Scan the records below. Report the number of lines containing the word "bottom", and nothing more.

Segment Start: Available data

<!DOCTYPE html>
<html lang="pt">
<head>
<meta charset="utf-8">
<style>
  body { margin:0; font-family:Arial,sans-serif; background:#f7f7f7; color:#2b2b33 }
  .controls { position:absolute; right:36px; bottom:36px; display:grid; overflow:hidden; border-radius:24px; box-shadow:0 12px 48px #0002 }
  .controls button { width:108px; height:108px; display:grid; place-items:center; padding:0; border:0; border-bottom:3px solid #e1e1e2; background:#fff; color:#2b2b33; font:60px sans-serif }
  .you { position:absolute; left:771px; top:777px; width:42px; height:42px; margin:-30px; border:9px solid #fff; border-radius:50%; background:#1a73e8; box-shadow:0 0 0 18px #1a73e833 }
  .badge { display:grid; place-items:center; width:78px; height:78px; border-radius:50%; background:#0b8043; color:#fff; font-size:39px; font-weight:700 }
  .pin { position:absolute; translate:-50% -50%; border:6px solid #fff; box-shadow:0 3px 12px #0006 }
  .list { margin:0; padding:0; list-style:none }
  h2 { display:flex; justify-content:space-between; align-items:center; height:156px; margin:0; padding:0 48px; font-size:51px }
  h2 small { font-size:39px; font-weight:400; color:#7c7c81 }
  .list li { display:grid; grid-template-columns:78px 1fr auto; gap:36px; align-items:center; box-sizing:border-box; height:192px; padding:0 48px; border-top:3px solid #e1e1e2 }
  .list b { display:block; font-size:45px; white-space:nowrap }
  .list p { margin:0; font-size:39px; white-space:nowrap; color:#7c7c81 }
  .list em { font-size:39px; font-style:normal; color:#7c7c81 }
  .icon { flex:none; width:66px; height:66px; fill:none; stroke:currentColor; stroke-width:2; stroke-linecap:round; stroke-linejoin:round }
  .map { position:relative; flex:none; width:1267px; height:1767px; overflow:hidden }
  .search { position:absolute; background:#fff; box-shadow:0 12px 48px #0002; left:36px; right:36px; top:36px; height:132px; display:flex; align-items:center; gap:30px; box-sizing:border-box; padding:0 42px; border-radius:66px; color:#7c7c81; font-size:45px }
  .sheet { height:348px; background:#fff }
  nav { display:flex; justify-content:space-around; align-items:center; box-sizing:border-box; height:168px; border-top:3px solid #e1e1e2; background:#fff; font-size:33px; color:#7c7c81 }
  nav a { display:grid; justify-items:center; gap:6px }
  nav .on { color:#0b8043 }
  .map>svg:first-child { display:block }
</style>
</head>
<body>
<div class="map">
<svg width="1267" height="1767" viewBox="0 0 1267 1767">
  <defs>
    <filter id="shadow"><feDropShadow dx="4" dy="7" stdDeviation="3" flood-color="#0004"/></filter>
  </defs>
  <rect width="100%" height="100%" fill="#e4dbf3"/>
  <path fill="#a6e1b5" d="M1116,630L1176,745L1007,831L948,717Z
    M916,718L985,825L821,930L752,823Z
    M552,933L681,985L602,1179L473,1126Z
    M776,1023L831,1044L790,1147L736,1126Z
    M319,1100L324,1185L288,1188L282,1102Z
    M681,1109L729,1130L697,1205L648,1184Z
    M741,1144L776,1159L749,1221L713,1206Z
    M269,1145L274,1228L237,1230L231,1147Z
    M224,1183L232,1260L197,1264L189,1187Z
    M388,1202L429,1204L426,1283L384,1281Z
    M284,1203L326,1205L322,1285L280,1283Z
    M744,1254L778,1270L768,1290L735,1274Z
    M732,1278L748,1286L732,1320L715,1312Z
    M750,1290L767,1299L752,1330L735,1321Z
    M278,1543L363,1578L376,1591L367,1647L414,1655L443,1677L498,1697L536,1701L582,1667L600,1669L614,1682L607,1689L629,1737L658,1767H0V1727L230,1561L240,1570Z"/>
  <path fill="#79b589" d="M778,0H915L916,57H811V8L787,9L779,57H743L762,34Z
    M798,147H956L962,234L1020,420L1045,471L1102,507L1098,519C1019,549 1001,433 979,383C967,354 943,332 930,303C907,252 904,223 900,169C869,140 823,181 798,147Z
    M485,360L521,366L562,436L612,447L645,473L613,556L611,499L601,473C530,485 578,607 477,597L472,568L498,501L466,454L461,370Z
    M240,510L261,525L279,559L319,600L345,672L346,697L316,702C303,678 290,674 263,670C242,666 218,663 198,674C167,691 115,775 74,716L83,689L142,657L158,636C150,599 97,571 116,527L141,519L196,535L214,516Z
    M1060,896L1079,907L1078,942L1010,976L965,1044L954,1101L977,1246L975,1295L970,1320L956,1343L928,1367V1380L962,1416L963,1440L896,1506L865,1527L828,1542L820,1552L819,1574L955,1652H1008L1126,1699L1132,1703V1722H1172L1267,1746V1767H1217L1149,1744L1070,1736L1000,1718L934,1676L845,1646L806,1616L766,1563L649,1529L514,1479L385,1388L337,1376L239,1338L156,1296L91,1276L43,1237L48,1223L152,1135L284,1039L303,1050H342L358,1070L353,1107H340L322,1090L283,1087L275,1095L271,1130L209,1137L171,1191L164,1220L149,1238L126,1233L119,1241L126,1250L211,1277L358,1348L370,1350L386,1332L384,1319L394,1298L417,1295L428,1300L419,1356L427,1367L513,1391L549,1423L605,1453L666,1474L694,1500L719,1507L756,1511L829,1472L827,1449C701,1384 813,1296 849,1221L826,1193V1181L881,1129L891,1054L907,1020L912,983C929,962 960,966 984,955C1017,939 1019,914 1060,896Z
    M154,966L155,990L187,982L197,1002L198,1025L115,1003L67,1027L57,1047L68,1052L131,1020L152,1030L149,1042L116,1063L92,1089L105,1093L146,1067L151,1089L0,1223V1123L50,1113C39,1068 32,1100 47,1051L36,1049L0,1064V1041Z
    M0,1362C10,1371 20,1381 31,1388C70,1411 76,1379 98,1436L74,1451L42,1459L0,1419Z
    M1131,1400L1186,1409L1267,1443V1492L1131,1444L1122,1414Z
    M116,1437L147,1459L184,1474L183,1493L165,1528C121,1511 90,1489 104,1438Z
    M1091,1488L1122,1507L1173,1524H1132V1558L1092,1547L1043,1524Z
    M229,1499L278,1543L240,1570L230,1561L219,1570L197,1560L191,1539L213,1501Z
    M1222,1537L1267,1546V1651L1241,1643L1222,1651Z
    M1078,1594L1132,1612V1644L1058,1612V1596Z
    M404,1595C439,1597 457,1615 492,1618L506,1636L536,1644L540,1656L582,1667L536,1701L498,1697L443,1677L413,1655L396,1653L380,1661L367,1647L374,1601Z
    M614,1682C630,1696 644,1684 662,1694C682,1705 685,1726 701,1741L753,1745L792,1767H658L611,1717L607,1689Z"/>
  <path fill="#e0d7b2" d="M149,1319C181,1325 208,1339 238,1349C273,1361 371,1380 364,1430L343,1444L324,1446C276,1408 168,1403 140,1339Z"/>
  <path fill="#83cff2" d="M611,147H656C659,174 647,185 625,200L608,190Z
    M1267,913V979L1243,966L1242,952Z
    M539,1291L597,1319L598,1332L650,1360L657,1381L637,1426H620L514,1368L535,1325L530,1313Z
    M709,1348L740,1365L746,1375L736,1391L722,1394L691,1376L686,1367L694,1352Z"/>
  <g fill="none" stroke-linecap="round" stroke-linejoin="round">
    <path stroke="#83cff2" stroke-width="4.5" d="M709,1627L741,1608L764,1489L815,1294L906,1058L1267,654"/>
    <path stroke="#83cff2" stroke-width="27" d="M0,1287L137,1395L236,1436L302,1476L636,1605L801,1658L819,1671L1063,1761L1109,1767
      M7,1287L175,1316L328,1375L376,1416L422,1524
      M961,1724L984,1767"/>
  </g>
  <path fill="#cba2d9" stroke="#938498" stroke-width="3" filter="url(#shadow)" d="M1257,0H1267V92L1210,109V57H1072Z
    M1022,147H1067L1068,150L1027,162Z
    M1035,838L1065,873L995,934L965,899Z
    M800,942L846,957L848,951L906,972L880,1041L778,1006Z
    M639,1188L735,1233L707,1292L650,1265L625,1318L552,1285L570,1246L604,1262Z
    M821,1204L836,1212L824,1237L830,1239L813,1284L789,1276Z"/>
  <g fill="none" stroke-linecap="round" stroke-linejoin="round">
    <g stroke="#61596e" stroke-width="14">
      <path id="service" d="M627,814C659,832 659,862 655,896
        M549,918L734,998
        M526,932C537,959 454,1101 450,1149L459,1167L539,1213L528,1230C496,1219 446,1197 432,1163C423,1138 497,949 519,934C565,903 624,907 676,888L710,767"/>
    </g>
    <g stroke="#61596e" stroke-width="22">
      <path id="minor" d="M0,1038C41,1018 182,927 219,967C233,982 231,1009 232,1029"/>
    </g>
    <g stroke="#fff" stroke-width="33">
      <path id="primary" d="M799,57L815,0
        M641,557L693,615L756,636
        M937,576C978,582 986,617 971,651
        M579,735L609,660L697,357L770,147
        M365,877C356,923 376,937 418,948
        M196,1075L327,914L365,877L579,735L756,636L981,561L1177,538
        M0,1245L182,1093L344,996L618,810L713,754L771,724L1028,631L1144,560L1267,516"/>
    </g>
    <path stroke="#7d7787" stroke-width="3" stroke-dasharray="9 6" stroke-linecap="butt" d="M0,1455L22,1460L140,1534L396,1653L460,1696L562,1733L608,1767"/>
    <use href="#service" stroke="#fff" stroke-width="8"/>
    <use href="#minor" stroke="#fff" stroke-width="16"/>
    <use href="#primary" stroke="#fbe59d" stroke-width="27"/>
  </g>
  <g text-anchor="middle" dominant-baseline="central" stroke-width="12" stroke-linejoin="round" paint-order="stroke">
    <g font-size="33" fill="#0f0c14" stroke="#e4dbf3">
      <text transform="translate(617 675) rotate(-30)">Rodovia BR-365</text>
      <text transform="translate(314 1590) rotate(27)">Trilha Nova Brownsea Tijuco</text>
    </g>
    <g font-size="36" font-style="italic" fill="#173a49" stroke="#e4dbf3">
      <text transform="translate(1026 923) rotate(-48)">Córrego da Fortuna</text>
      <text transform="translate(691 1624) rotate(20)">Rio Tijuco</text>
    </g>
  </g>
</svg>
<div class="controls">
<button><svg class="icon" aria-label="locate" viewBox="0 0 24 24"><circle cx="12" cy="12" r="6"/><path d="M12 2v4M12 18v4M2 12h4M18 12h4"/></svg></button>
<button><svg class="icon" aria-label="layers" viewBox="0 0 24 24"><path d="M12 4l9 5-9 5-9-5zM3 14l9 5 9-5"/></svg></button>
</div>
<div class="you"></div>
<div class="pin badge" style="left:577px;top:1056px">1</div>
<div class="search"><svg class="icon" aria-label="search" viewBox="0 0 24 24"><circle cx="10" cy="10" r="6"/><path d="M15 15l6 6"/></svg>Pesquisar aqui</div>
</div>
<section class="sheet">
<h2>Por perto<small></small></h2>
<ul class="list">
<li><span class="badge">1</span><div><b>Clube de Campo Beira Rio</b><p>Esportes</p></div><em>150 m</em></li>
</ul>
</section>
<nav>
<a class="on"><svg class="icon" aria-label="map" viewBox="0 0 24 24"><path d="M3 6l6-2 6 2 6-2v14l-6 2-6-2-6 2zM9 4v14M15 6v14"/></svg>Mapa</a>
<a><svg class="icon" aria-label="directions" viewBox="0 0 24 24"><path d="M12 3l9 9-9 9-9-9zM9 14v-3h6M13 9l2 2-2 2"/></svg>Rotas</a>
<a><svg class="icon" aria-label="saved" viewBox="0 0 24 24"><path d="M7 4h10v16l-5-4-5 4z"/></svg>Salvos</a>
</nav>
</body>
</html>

Segment End: Available data

→ Answer area
2